The results suggest that to achieve that target, emissions would have to drop to near zero by 2100. One of Ensemble's models predicted that by 2050, it might also be necessary to introduce new techniques that can actually pull CO2 out of the atmosphere.

Ensemble is a radically different approach from the gold-standard climate projections, which are run by Intergovernmental Panel on Climate Change (IPCC), the United Nation's climate body. The IPCC runs models for a range of 'what if' scenarios that make various assumptions about the future, such as the level of emissions, technological and economic development. None of these scenarios account for the impact of policy on climate change.Latest model

The Ensembles project works the other way around. Its scenario, named E1, assumes that atmospheric levels of CO2 equivalents cannot rise above 450 parts per million, then looks at the mitigation that policy-makers would need to pursue to achieve that. Currently, the level of atmospheric CO2 sits at 390 parts per million, about a third higher than that of pre-industrial times.

The results suggest that simply switching to renewable sources of energy may not be enough to stabilize emissions. "It's clear that if we continue our current emissions trajectory and we want to stay at 450 parts per million, we'll need to pull CO2 out of the atmosphere," says atmospheric scientist Ken Caldeira, who works at the Carnegie Institution for Science's Department of Global Ecology in Stanford, California. That could mean deploying new techniques for capturing carbon, such as biochar, reforestation or air filtering, on a massive scale.
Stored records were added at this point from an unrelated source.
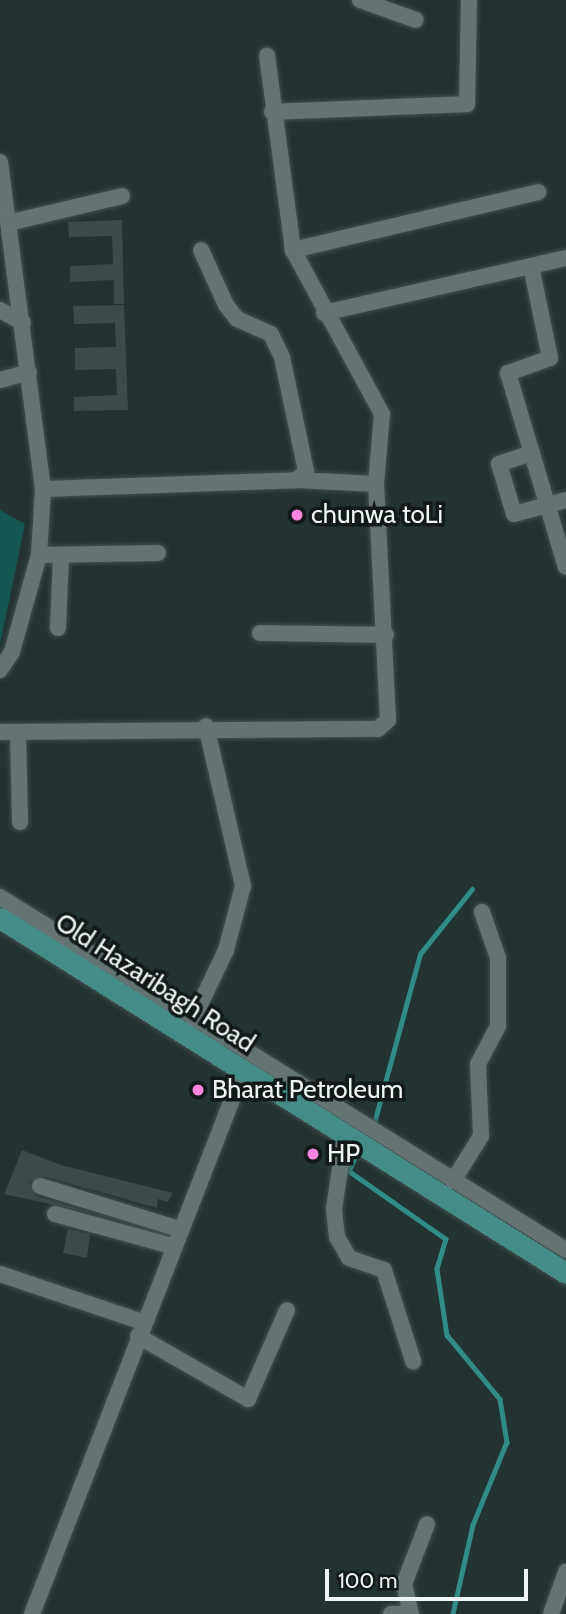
<!DOCTYPE html>
<style>
body{margin:0}
#map{position:relative;width:566px;height:1614px;overflow:hidden;background:#233331;font-family:Cabin,sans-serif}
div>[style]{position:absolute}
[style*='--x']{left:calc(var(--x)*1px);top:calc(var(--y)*1px);width:calc(var(--w)*1px);rotate:calc(var(--a)*1deg)}
.green>*{inset:0;background:#155651}
.stream>*{height:4.5px;margin:-2.25px;padding:0 2.25px;transform-origin:2.25px;border-radius:2.25px;background:#308c85}
.building>*{inset:0;background:#3b4b49}
.roads{filter:drop-shadow(0 0 2px #42504e) drop-shadow(0 0 2px #42504e)}
.minor>*{height:16px;margin:-8px;padding:0 8px;transform-origin:8px;border-radius:8px;background:#637472}
.major>*{height:21px;margin:-10.5px;padding:0 10.5px;transform-origin:10.5px;border-radius:10.5px;background:#448c86}
.dots>*{width:19px;height:19px;translate:-50% -50%;box-sizing:border-box;border:4px solid #121918;border-radius:50%}
span{translate:-50% -50%;white-space:nowrap;text-align:center;line-height:1.15;-webkit-text-stroke:7px #121918;paint-order:stroke}
.poi-label{font-size:26px;color:#edf6f5}
.left{translate:0 -50%;text-align:left}
.street-label{font-size:26px;color:#edf6f5}
.scale{position:absolute;left:325px;top:1569px;width:203px;height:32px;box-sizing:border-box;border:4px solid #edf6f5;border-top:0;padding-left:9px;font-size:21px;line-height:24px;white-space:nowrap;color:#edf6f5;-webkit-text-stroke:5px #121918;paint-order:stroke}
</style>
<div id="map">
<div class="green">
<div style="clip-path:polygon(0 510px,25px 524px,0 645px)"></div>
</div>
<div class="stream">
<div style="--x:373;--y:1127;--w:179;--a:-74.8"></div>
<div style="--x:420;--y:954;--w:83;--a:-51.3"></div>
<div style="--x:359;--y:1149;--w:24;--a:114"></div>
<div style="--x:349;--y:1171;--w:118;--a:35"></div>
<div style="--x:446;--y:1239;--w:31;--a:107"></div>
<div style="--x:437;--y:1269;--w:67;--a:81.4"></div>
<div style="--x:447;--y:1335;--w:83;--a:50.4"></div>
<div style="--x:500;--y:1399;--w:44;--a:80.8"></div>
<div style="--x:507;--y:1442;--w:90;--a:112.3"></div>
<div style="--x:473;--y:1525;--w:91;--a:102.7"></div>
</div>
<div class="building">
<div style="clip-path:polygon(122px 220px,124px 304px,114px 304px,114px 280px,70px 282px,70px 266px,113px 264px,112px 236px,69px 237px,68px 222px)"></div>
<div style="clip-path:polygon(124px 305px,128px 410px,74px 411px,74px 397px,117px 395px,116px 369px,75px 370px,75px 348px,116px 347px,115px 323px,74px 324px,73px 306px)"></div>
<div style="clip-path:polygon(22px 1150px,61px 1165px,173px 1193px,168px 1202px,158px 1199px,157px 1208px,43px 1176px,30px 1182px,36px 1196px,96px 1214px,4px 1194px)"></div>
<div style="clip-path:polygon(68px 1229px,90px 1234px,87px 1258px,63px 1253px)"></div>
</div>
<div class="roads">
<div class="minor">
<div style="--x:360;--y:0;--w:59;--a:19.7"></div>
<div style="--x:272;--y:112;--w:195;--a:-2.3"></div>
<div style="--x:467;--y:104;--w:104;--a:-88.9"></div>
<div style="--x:0;--y:162;--w:330;--a:82.5"></div>
<div style="--x:43;--y:489;--w:66;--a:93.5"></div>
<div style="--x:39;--y:555;--w:101;--a:105.6"></div>
<div style="--x:12;--y:652;--w:22;--a:124"></div>
<div style="--x:12;--y:222;--w:113;--a:-13.3"></div>
<div style="--x:293;--y:250;--w:252;--a:-13.3"></div>
<div style="--x:531;--y:266;--w:94;--a:78.3"></div>
<div style="--x:550;--y:358;--w:45;--a:160.3"></div>
<div style="--x:508;--y:373;--w:202;--a:73.4"></div>
<div style="--x:0;--y:310;--w:26;--a:29"></div>
<div style="--x:324;--y:313;--w:248;--a:-12.8"></div>
<div style="--x:0;--y:380;--w:30;--a:-15"></div>
<div style="--x:532;--y:453;--w:35;--a:162"></div>
<div style="--x:499;--y:464;--w:52;--a:73.3"></div>
<div style="--x:514;--y:514;--w:54;--a:-15.1"></div>
<div style="--x:297;--y:480;--w:79;--a:2.9"></div>
<div style="--x:43;--y:489;--w:254;--a:-2"></div>
<div style="--x:297;--y:480;--w:13;--a:-45"></div>
<div style="--x:306;--y:471;--w:116;--a:-101.9"></div>
<div style="--x:282;--y:357;--w:25;--a:-116"></div>
<div style="--x:271;--y:334;--w:37;--a:-156"></div>
<div style="--x:237;--y:319;--w:18;--a:-128"></div>
<div style="--x:226;--y:305;--w:60;--a:-114.4"></div>
<div style="--x:39;--y:555;--w:119;--a:-1"></div>
<div style="--x:58;--y:628;--w:73;--a:-87.6"></div>
<div style="--x:260;--y:633;--w:126;--a:0.9"></div>
<div style="--x:0;--y:732;--w:378;--a:-0.5"></div>
<div style="--x:378;--y:729;--w:13;--a:-42"></div>
<div style="--x:388;--y:720;--w:236;--a:-92.9"></div>
<div style="--x:376;--y:484;--w:70;--a:-85.1"></div>
<div style="--x:382;--y:414;--w:187;--a:-118.5"></div>
<div style="--x:293;--y:250;--w:196;--a:-97.6"></div>
<div style="--x:18;--y:733;--w:89;--a:88.7"></div>
<div style="--x:0;--y:897;--w:667;--a:31.95"></div>
<div style="--x:193;--y:1019;--w:76;--a:-64.4"></div>
<div style="--x:226;--y:950;--w:66;--a:-75.1"></div>
<div style="--x:243;--y:886;--w:164;--a:-103"></div>
<div style="--x:344;--y:1142;--w:68;--a:98.5"></div>
<div style="--x:334;--y:1209;--w:28;--a:84"></div>
<div style="--x:337;--y:1237;--w:24;--a:60"></div>
<div style="--x:349;--y:1258;--w:37;--a:19"></div>
<div style="--x:384;--y:1270;--w:96;--a:72.3"></div>
<div style="--x:453;--y:1181;--w:53;--a:-58.1"></div>
<div style="--x:481;--y:1136;--w:72;--a:-92.4"></div>
<div style="--x:478;--y:1064;--w:43;--a:-62.2"></div>
<div style="--x:498;--y:1026;--w:68;--a:-90"></div>
<div style="--x:498;--y:958;--w:49;--a:-109.2"></div>
<div style="--x:40;--y:1186;--w:145;--a:17.2"></div>
<div style="--x:55;--y:1214;--w:121;--a:15.3"></div>
<div style="--x:0;--y:1274;--w:151;--a:18.6"></div>
<div style="--x:138;--y:1336;--w:127;--a:29.8"></div>
<div style="--x:248;--y:1399;--w:97;--a:-66.3"></div>
<div style="--x:32;--y:1614;--w:574;--a:-68.75"></div>
<div style="--x:391;--y:1614;--w:20;--a:0"></div>
<div style="--x:411;--y:1614;--w:31;--a:-103"></div>
<div style="--x:404;--y:1584;--w:64;--a:-69"></div>
<div style="--x:551;--y:1614;--w:45;--a:-70.3"></div>
</div>
<div class="major">
<div style="--x:0;--y:918;--w:668;--a:32.1"></div>
</div>
</div>
<div class="dots">
<div style="left:297px;top:515px;background:#fe85df"></div>
<div style="left:198px;top:1090px;background:#fe85df"></div>
<div style="left:313px;top:1154px;background:#fe85df"></div>
</div>
<div class="poi-label">
<span class="left" style="left:311px;top:515px">chunwa toLi</span>
<span class="left" style="left:212px;top:1090px">Bharat Petroleum</span>
<span class="left" style="left:327px;top:1154px">HP</span>
</div>
<div class="street-label">
<span style="left:155px;top:983px;rotate:33deg">Old Hazaribagh Road</span>
</div>
<div class="scale">100 m</div>
</div>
Caldeira adds that action now could be a better option. If people stop building new CO2-emitting devices within the next decade, they could achieve the same result at a lower cost.

The results should send a strong message to climate negotiators, who are expected to delay signing a global climate treaty beyond the December deadline set by the United Nations. "Policy-makers need to think very seriously about what kind of world they can point us towards," says Paul van der Linden, director of the Ensembles project.

"We need to reverse the trend of increasing emissions and for that we will need strong policy," adds Jean-François Royer of the National Meteorological Research Centre in Toulouse, France, who headed up the work on the new scenario. "If there is no international agreement to reduce emissions, no one will do it by themselves".

E1 is a taste of things to come. The IPCC will employ the same approach in its next report, due out in 2013.